__WORK REQUEST__:
What lines below contain the word "button"? Please pull each one out.

__INPUT__:

=== Section Start ===

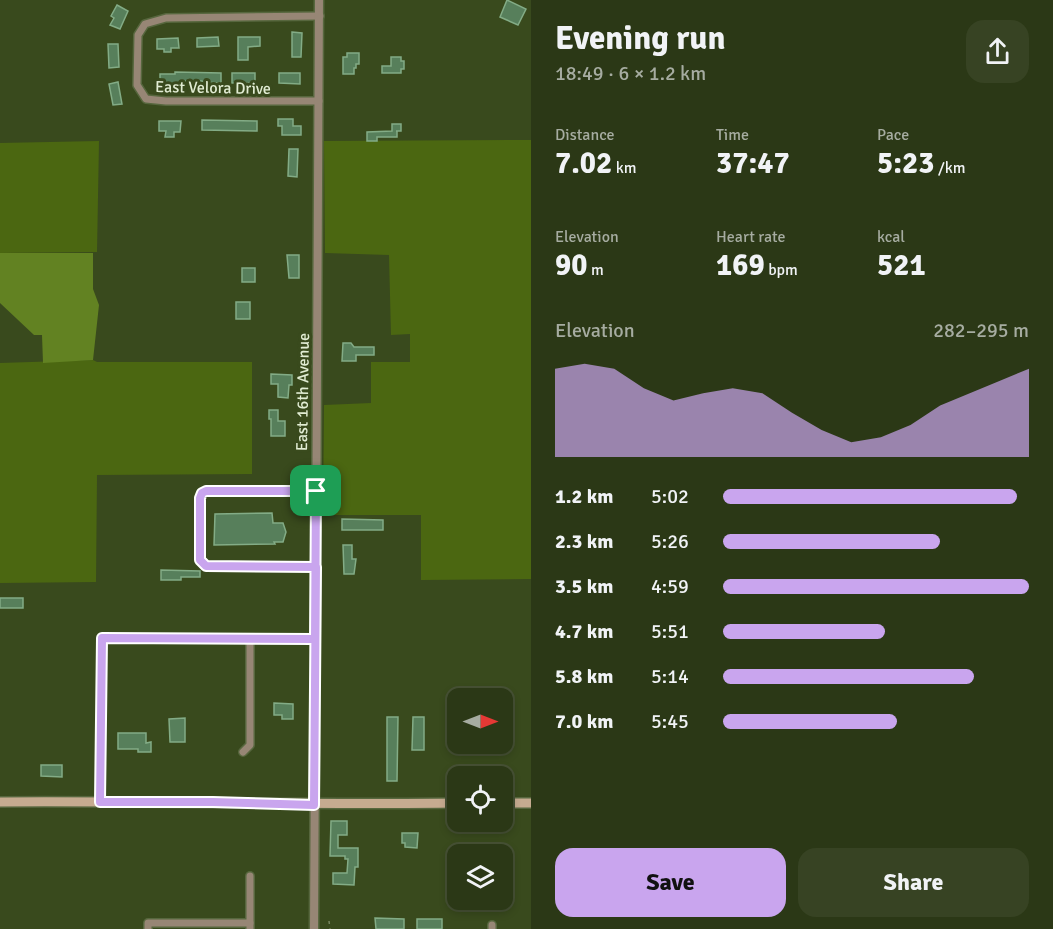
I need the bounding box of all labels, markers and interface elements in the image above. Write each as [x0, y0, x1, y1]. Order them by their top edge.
text: Evening run [555, 18, 725, 59]
button: share [966, 20, 1029, 83]
text: 18:49 · 6 × 1.2 km [555, 61, 706, 86]
street label: East Velora Drive [155, 77, 271, 99]
text: Distance [555, 125, 615, 145]
text: Time [716, 125, 749, 145]
text: Pace [877, 125, 909, 145]
text: 7.02 [555, 145, 612, 182]
text: 37:47 [716, 145, 790, 182]
text: 5:23 [877, 145, 934, 182]
text: km [612, 158, 637, 178]
text: /km [934, 158, 966, 178]
text: Elevation [555, 227, 619, 247]
text: Heart rate [716, 227, 785, 247]
text: kcal [877, 227, 905, 247]
text: 90 [555, 247, 587, 284]
text: 169 [716, 247, 765, 284]
text: 521 [877, 247, 926, 284]
text: m [587, 260, 604, 280]
text: bpm [765, 260, 798, 280]
text: Elevation [555, 318, 635, 343]
text: 282–295 m [933, 318, 1029, 343]
street label: East 16th Avenue [292, 333, 314, 451]
pin [290, 465, 341, 516]
icon: arrive [299, 474, 332, 507]
text: 1.2 km [555, 484, 613, 509]
text: 5:02 [651, 484, 689, 509]
text: 2.3 km [555, 529, 613, 554]
text: 5:26 [651, 529, 689, 554]
text: 3.5 km [555, 574, 613, 599]
text: 4:59 [651, 574, 689, 599]
text: 4.7 km [555, 619, 613, 644]
text: 5:51 [651, 619, 689, 644]
text: 5.8 km [555, 664, 613, 689]
text: 5:14 [651, 664, 689, 689]
north arrow [447, 688, 513, 754]
map controls [447, 688, 513, 910]
text: 7.0 km [555, 709, 613, 734]
text: 5:45 [651, 709, 689, 734]
button: locate [447, 766, 513, 832]
button: layers [447, 844, 513, 910]
button: Save [555, 848, 786, 917]
button: Share [798, 848, 1029, 917]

=== Section End ===

__RESULT__:
button: share [966, 20, 1029, 83]
button: locate [447, 766, 513, 832]
button: layers [447, 844, 513, 910]
button: Save [555, 848, 786, 917]
button: Share [798, 848, 1029, 917]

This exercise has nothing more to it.